§ Data supplied:
--- --- ---
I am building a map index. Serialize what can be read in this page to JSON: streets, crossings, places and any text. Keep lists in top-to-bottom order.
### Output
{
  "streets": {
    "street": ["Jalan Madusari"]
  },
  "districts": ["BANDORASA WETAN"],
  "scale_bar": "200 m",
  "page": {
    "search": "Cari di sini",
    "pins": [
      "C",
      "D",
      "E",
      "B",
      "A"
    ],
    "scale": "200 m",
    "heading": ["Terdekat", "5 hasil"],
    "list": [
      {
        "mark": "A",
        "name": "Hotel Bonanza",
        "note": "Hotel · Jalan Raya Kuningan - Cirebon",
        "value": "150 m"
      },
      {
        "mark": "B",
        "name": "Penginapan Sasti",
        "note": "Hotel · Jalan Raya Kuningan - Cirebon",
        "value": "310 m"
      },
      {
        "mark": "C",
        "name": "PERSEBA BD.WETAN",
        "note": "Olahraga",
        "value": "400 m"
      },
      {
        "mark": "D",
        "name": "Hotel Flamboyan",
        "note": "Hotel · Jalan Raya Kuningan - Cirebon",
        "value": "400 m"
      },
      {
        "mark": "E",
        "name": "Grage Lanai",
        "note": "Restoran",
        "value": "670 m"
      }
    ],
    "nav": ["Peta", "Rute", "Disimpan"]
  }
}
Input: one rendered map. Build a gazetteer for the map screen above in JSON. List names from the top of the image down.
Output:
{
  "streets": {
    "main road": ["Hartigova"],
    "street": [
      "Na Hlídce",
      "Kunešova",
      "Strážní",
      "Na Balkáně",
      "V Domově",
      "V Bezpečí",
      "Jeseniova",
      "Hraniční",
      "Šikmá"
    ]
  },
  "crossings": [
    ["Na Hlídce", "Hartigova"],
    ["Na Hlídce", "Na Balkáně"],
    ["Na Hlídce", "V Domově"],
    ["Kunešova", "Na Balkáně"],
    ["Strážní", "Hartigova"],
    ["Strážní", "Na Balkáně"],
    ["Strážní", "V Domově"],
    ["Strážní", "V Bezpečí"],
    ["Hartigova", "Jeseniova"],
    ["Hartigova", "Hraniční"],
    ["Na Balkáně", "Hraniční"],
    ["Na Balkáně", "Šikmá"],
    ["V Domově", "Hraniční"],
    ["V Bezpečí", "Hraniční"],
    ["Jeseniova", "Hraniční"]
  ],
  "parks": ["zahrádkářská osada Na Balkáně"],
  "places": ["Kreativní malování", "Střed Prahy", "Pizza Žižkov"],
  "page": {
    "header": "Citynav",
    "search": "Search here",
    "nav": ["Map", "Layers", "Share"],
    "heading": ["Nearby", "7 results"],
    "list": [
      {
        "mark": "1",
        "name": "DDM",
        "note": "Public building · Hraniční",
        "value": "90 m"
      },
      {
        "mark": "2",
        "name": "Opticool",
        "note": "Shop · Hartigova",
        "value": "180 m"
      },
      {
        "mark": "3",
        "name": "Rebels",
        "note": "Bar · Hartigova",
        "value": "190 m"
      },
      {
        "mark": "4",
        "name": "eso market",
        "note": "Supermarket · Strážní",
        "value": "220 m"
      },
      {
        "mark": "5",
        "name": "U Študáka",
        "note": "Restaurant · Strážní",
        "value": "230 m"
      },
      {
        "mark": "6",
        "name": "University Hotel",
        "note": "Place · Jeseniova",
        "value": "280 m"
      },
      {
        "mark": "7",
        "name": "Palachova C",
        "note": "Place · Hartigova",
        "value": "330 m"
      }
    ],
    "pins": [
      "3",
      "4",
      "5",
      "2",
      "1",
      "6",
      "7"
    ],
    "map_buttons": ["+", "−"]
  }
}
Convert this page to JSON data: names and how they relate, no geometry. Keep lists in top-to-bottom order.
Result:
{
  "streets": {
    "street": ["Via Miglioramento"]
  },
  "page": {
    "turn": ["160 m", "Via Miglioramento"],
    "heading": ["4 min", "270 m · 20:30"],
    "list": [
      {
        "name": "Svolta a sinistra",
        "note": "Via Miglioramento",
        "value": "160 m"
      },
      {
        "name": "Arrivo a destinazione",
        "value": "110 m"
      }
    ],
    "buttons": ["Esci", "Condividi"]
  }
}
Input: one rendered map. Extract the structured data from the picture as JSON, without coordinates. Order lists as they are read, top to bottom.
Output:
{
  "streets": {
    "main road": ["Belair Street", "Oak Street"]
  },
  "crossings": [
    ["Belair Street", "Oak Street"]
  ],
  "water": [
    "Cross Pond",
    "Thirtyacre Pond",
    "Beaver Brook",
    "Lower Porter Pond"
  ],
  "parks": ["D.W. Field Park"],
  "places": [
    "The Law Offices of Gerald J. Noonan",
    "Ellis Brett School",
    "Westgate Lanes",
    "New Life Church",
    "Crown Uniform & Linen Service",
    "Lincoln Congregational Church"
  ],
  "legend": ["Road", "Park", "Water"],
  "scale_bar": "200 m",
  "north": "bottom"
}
--- --- ---
Output all of the data in full, exactly as given.

I am building a map index. Serialize what can be read in this page to JSON: streets, crossings, places and any text. Keep lists in top-to-bottom order.
### Output
{
  "streets": {
    "street": ["Jalan Madusari"]
  },
  "districts": ["BANDORASA WETAN"],
  "scale_bar": "200 m",
  "page": {
    "search": "Cari di sini",
    "pins": [
      "C",
      "D",
      "E",
      "B",
      "A"
    ],
    "scale": "200 m",
    "heading": ["Terdekat", "5 hasil"],
    "list": [
      {
        "mark": "A",
        "name": "Hotel Bonanza",
        "note": "Hotel · Jalan Raya Kuningan - Cirebon",
        "value": "150 m"
      },
      {
        "mark": "B",
        "name": "Penginapan Sasti",
        "note": "Hotel · Jalan Raya Kuningan - Cirebon",
        "value": "310 m"
      },
      {
        "mark": "C",
        "name": "PERSEBA BD.WETAN",
        "note": "Olahraga",
        "value": "400 m"
      },
      {
        "mark": "D",
        "name": "Hotel Flamboyan",
        "note": "Hotel · Jalan Raya Kuningan - Cirebon",
        "value": "400 m"
      },
      {
        "mark": "E",
        "name": "Grage Lanai",
        "note": "Restoran",
        "value": "670 m"
      }
    ],
    "nav": ["Peta", "Rute", "Disimpan"]
  }
}
Input: one rendered map. Build a gazetteer for the map screen above in JSON. List names from the top of the image down.
Output:
{
  "streets": {
    "main road": ["Hartigova"],
    "street": [
      "Na Hlídce",
      "Kunešova",
      "Strážní",
      "Na Balkáně",
      "V Domově",
      "V Bezpečí",
      "Jeseniova",
      "Hraniční",
      "Šikmá"
    ]
  },
  "crossings": [
    ["Na Hlídce", "Hartigova"],
    ["Na Hlídce", "Na Balkáně"],
    ["Na Hlídce", "V Domově"],
    ["Kunešova", "Na Balkáně"],
    ["Strážní", "Hartigova"],
    ["Strážní", "Na Balkáně"],
    ["Strážní", "V Domově"],
    ["Strážní", "V Bezpečí"],
    ["Hartigova", "Jeseniova"],
    ["Hartigova", "Hraniční"],
    ["Na Balkáně", "Hraniční"],
    ["Na Balkáně", "Šikmá"],
    ["V Domově", "Hraniční"],
    ["V Bezpečí", "Hraniční"],
    ["Jeseniova", "Hraniční"]
  ],
  "parks": ["zahrádkářská osada Na Balkáně"],
  "places": ["Kreativní malování", "Střed Prahy", "Pizza Žižkov"],
  "page": {
    "header": "Citynav",
    "search": "Search here",
    "nav": ["Map", "Layers", "Share"],
    "heading": ["Nearby", "7 results"],
    "list": [
      {
        "mark": "1",
        "name": "DDM",
        "note": "Public building · Hraniční",
        "value": "90 m"
      },
      {
        "mark": "2",
        "name": "Opticool",
        "note": "Shop · Hartigova",
        "value": "180 m"
      },
      {
        "mark": "3",
        "name": "Rebels",
        "note": "Bar · Hartigova",
        "value": "190 m"
      },
      {
        "mark": "4",
        "name": "eso market",
        "note": "Supermarket · Strážní",
        "value": "220 m"
      },
      {
        "mark": "5",
        "name": "U Študáka",
        "note": "Restaurant · Strážní",
        "value": "230 m"
      },
      {
        "mark": "6",
        "name": "University Hotel",
        "note": "Place · Jeseniova",
        "value": "280 m"
      },
      {
        "mark": "7",
        "name": "Palachova C",
        "note": "Place · Hartigova",
        "value": "330 m"
      }
    ],
    "pins": [
      "3",
      "4",
      "5",
      "2",
      "1",
      "6",
      "7"
    ],
    "map_buttons": ["+", "−"]
  }
}
Convert this page to JSON data: names and how they relate, no geometry. Keep lists in top-to-bottom order.
Result:
{
  "streets": {
    "street": ["Via Miglioramento"]
  },
  "page": {
    "turn": ["160 m", "Via Miglioramento"],
    "heading": ["4 min", "270 m · 20:30"],
    "list": [
      {
        "name": "Svolta a sinistra",
        "note": "Via Miglioramento",
        "value": "160 m"
      },
      {
        "name": "Arrivo a destinazione",
        "value": "110 m"
      }
    ],
    "buttons": ["Esci", "Condividi"]
  }
}
Input: one rendered map. Extract the structured data from the picture as JSON, without coordinates. Order lists as they are read, top to bottom.
Output:
{
  "streets": {
    "main road": ["Belair Street", "Oak Street"]
  },
  "crossings": [
    ["Belair Street", "Oak Street"]
  ],
  "water": [
    "Cross Pond",
    "Thirtyacre Pond",
    "Beaver Brook",
    "Lower Porter Pond"
  ],
  "parks": ["D.W. Field Park"],
  "places": [
    "The Law Offices of Gerald J. Noonan",
    "Ellis Brett School",
    "Westgate Lanes",
    "New Life Church",
    "Crown Uniform & Linen Service",
    "Lincoln Congregational Church"
  ],
  "legend": ["Road", "Park", "Water"],
  "scale_bar": "200 m",
  "north": "bottom"
}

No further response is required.